== Task input ==

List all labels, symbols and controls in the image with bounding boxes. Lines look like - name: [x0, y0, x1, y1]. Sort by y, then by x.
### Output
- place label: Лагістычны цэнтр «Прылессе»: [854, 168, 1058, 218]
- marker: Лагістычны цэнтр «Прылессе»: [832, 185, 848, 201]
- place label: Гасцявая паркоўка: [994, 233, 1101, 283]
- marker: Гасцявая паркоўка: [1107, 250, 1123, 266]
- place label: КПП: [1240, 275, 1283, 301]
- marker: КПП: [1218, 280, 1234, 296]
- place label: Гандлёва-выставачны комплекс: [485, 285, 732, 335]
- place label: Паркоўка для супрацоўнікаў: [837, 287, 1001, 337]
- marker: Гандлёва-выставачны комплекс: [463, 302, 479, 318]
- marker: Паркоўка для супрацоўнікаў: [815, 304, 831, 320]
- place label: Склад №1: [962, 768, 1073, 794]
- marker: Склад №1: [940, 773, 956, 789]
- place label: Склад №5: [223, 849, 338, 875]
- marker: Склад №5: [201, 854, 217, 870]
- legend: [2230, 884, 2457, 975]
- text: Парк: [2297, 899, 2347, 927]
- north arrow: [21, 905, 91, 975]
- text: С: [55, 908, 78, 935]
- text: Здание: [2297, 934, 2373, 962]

===

Your goal:
Would you output the entire listing exactly as written?

Completed task:
List all labels, symbols and controls in the image with bounding boxes. Lines look like - name: [x0, y0, x1, y1]. Sort by y, then by x.
### Output
- place label: Лагістычны цэнтр «Прылессе»: [854, 168, 1058, 218]
- marker: Лагістычны цэнтр «Прылессе»: [832, 185, 848, 201]
- place label: Гасцявая паркоўка: [994, 233, 1101, 283]
- marker: Гасцявая паркоўка: [1107, 250, 1123, 266]
- place label: КПП: [1240, 275, 1283, 301]
- marker: КПП: [1218, 280, 1234, 296]
- place label: Гандлёва-выставачны комплекс: [485, 285, 732, 335]
- place label: Паркоўка для супрацоўнікаў: [837, 287, 1001, 337]
- marker: Гандлёва-выставачны комплекс: [463, 302, 479, 318]
- marker: Паркоўка для супрацоўнікаў: [815, 304, 831, 320]
- place label: Склад №1: [962, 768, 1073, 794]
- marker: Склад №1: [940, 773, 956, 789]
- place label: Склад №5: [223, 849, 338, 875]
- marker: Склад №5: [201, 854, 217, 870]
- legend: [2230, 884, 2457, 975]
- text: Парк: [2297, 899, 2347, 927]
- north arrow: [21, 905, 91, 975]
- text: С: [55, 908, 78, 935]
- text: Здание: [2297, 934, 2373, 962]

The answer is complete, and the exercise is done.